Sementara itu, Indonesia dan Malaysia berada pada posisi produksi pada tahun 2024, terutama memasuki semester kedua tahun 2024.
Khususnya di Indonesia, PMI manufaktur pada kuartal kedua tahun 2024 terlihat lebih rendah yaitu sebesar 52,58 dibandingkan 49,56 pada kuartal pertama tahun 2024. Hal ini menyusul masa kelam dengan PMI manufaktur Indonesia yang mengalami kontraksi atau di bawah 50 selama lima bulan berturut-turut pada Juli hingga November 2024.
PMI manufaktur Indonesia bulan Desember 2024 sebesar 51,2.
PMI manufaktur Indonesia diketahui mengalami kontraksi selama lima bulan berturut-turut yakni Juli (49,3), Agustus (48,9), September (49,2), Oktober (49,2), dan November 2024 (49,6).
Terakhir kali Indonesia mengalami kontraksi produksi selama lima bulan berturut-turut adalah pada tahun 2020 ketika awal pandemi Covid-19, ketika aktivitas ekonomi terpaksa dihentikan untuk memperlambat penyebaran virus.

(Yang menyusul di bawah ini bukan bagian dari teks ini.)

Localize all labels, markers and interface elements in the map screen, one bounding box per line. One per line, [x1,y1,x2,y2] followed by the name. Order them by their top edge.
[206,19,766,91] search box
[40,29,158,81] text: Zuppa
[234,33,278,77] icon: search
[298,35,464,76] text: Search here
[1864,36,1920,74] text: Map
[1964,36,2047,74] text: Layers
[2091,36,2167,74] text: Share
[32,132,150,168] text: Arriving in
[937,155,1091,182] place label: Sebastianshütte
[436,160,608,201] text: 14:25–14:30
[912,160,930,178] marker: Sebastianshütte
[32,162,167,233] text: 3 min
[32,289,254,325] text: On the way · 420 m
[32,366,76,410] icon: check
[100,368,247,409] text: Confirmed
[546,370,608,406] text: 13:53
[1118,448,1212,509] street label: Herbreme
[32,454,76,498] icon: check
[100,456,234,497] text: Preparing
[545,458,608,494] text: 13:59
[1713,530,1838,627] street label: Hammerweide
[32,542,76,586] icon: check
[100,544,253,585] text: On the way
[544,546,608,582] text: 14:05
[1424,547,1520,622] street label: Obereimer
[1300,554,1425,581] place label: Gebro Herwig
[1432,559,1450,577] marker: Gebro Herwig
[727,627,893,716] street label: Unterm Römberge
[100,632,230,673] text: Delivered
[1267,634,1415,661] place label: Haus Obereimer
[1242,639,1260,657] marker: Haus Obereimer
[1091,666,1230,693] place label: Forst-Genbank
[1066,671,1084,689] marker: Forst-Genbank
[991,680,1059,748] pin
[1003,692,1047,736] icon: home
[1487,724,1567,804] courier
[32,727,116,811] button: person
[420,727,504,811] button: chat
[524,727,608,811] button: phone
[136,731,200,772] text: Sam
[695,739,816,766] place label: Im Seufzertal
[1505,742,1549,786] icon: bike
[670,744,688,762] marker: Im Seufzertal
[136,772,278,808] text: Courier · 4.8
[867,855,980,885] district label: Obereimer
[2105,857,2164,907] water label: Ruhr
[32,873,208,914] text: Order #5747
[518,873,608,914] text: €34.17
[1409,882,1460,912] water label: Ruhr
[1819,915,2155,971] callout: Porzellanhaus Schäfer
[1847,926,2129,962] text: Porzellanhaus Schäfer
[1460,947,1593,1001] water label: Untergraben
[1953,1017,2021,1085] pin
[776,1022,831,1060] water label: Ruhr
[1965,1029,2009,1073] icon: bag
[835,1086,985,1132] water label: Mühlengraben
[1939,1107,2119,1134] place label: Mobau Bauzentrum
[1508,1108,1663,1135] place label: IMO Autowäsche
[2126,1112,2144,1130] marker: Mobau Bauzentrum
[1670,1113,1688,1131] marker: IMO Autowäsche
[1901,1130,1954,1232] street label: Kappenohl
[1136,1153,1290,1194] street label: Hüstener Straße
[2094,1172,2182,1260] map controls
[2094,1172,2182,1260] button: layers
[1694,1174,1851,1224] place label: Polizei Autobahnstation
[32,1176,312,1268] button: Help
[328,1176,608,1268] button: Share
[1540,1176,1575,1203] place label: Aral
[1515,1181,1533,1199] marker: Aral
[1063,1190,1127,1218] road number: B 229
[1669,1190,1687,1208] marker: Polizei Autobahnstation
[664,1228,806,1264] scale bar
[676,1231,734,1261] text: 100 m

Aktivitas manufaktur Indonesia melemah pada triwulan II tahun 2024 yang disusul dengan beberapa kali pemutusan hubungan kerja (PHK) karena penjualan tidak meningkat, dengan kata lain kinerja manufaktur Indonesia terlihat lesu.
Faktor lain yang membebani sektor manufaktur adalah masuknya barang-barang impor, terutama dari Tiongkok.
Fenomena kelebihan produksi produk Tiongkok muncul dilatarbelakangi melemahnya konsumsi domestik di Tiongkok. Alhasil, barang-barang Tiongkok akhirnya diekspor dan mengalir ke pasar dunia, termasuk Indonesia.
Alhasil, barang-barang China yang berkualitas dan murah pun menjadi pilihan masyarakat Indonesia. Akibatnya, produk lokal tidak bisa dijual.